On Mon, Oct 22, 2018 at 1:18 PM Dave Hansen <dave.hansen(a)linux.intel.com> wrote:
Persistent memory is cool. But, currently, you have to rewrite
your applications to use it. Wouldn't it be cool if you could
just have it show up in your system like normal RAM and get to
it like a slow blob of memory? Well... have I got the patch
series for you!
This series adds a new "driver" to which pmem devices can be
attached. Once attached, the memory "owned" by the device is
hot-added to the kernel and managed like any other memory. On
systems with an HMAT (a new ACPI table), each socket (roughly)
will have a separate NUMA node for its persistent memory so
this newly-added memory can be selected by its unique NUMA
This is highly RFC, and I really want the feedback from the
nvdimm/pmem folks about whether this is a viable long-term
perversion of their code and device mode. It's insufficiently
documented and probably not bisectable either.
1. The device re-binding hacks are ham-fisted at best. We
need a better way of doing this, especially so the kmem
driver does not get in the way of normal pmem devices.
2. When the device has no proper node, we default it to
NUMA node 0. Is that OK?
3. We muck with the 'struct resource' code quite a bit. It
definitely needs a once-over from folks more familiar
with it than I.
4. Is there a better way to do this than starting with a
copy of pmem.c?
So I don't think we want to do patch 2, 3, or 5. Just jump to patch 7
and remove all the devm_memremap_pages() infrastructure and dax_region
The driver should be a dead simple turn around to call add_memory()

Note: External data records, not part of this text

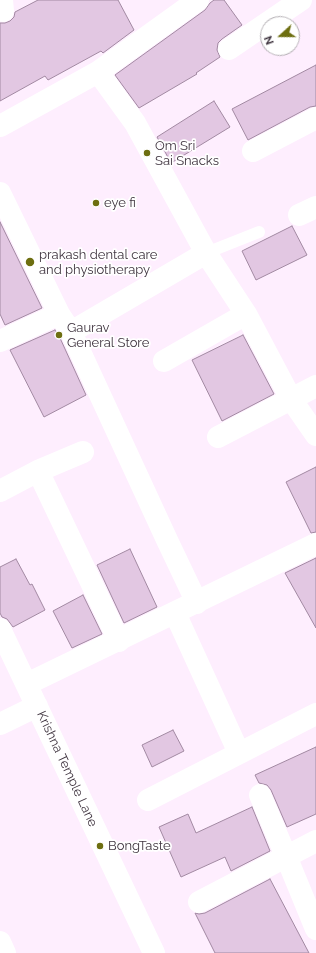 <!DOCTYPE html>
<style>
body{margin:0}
#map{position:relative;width:316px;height:953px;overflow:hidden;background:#feeefe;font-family:Raleway,sans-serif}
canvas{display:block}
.north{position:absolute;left:260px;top:16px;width:40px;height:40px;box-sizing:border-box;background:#fff;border:1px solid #b3aeb3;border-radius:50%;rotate:249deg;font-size:11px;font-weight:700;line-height:16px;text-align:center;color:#403540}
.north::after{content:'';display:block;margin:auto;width:14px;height:18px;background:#6d6e10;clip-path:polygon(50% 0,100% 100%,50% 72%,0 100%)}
</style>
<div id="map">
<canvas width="316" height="953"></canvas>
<div class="north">N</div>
</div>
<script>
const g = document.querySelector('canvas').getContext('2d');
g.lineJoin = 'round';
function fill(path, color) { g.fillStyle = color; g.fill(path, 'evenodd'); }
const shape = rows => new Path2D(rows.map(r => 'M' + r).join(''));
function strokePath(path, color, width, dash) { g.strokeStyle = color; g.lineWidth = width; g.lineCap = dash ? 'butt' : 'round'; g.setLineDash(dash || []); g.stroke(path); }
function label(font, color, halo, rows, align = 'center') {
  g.font = font + ' Raleway,sans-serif'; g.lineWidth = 3.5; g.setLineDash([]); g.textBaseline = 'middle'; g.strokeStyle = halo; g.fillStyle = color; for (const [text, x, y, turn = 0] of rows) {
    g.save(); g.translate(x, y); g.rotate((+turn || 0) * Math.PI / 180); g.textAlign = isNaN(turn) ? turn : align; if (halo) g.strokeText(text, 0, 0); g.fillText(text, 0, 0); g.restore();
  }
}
const building = shape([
 [38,0,118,0,134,30,103,53,101,51,48,80,45,76,0,101,0,23,5,23,10,21,14,17,15,12,38,0],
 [214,0,224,0,242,25,222,39,218,43,217,50,220,57,196,73,197,74,139,108,115,75,205,10,210,3,214,0],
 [316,65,316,106,310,107,248,140,232,109,316,65],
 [214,101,230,127,171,163,157,137,214,101],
 [0,222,42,308,5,325,0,314,0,222],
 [292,226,307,255,256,280,242,251,292,226],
 [55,330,60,338,86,395,44,417,10,350,55,330],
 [243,335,274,394,222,421,192,360,243,335],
 [316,467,316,532,311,533,286,482,316,467],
 [130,549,157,607,124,623,97,565,130,549],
 [316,558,316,628,285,573,316,558],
 [16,559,30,585,32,584,45,610,13,627,7,619,2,617,0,613,0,567,16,559],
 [83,595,102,634,72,648,53,611,83,595],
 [173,730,184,751,152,767,142,745,173,730],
 [316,747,316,814,287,827,271,790,267,785,259,783,255,775,316,747],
 [252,807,270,851,231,871,225,857,181,877,159,827,188,814,196,833,252,807],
 [270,879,309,953,215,953,195,913,199,914,205,913,270,879]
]);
fill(building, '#e2c7e2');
strokePath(building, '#a289a2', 1);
strokePath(shape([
 [206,253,259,232]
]), '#fff', 12);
strokePath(shape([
 [2,0,3,11],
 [229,49,301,0],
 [98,72,135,123,206,253,246,314,291,399,316,435],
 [0,126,98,72,198,0],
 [253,151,316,118],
 [0,193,59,314,71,332,167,540,197,603],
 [299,215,316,207],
 [71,332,206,253],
 [0,341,59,314],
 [164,361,246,314],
 [218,437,316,386],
 [38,471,119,641],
 [0,491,38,471,83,452],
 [175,613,239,753],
 [0,629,154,953],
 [27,684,316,544],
 [0,724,37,706],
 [260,795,286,856,316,929],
 [148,800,316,714],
 [199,902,316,841],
 [0,942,5,953]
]), '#fff', 22);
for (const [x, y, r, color] of [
 [147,153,4,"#6d6e10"],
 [96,203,4,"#6d6e10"],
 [30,262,5,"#6d6e10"],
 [59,335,4,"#6d6e10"],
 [100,846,4,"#6d6e10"]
]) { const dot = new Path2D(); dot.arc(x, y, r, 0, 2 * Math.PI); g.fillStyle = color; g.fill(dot); strokePath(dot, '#fff', 1.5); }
label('13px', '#403540', '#fff', [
 ["Om Sri",155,146],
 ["Sai Snacks",155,161],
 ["eye fi",104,203],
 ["prakash dental care",39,255],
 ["and physiotherapy",39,270],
 ["Gaurav",67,328],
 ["General Store",67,343],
 ["BongTaste",108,846]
], 'left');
label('13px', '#403540', '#fff', [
 ["Krishna Temple Lane",67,769,65]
]);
</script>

for the passed in range. The hard part is, as you say, arranging for
the kmem driver to not stand in the way of typical range / device
claims by the dax_pmem device.
To me this looks like teaching the nvdimm-bus and this dax_kmem driver
to require explicit matching based on 'id'. The attachment scheme
would look like this:
echo dax0.0 > /sys/bus/nd/drivers/dax_kmem/new_id
echo dax0.0 > /sys/bus/nd/drivers/dax_pmem/unbind
echo dax0.0 > /sys/bus/nd/drivers/dax_kmem/bind
At step1 the dax_kmem drivers will match no devices and stays out of
the way of dax_pmem. It learns about devices it cares about by being
explicitly told about them. Then unbind from the typical dax_pmem
driver and attach to dax_kmem to perform the one way hotplug.
I expect udev can automate this by setting up a rule to watch for
device-dax instances by UUID and call a script to do the detach /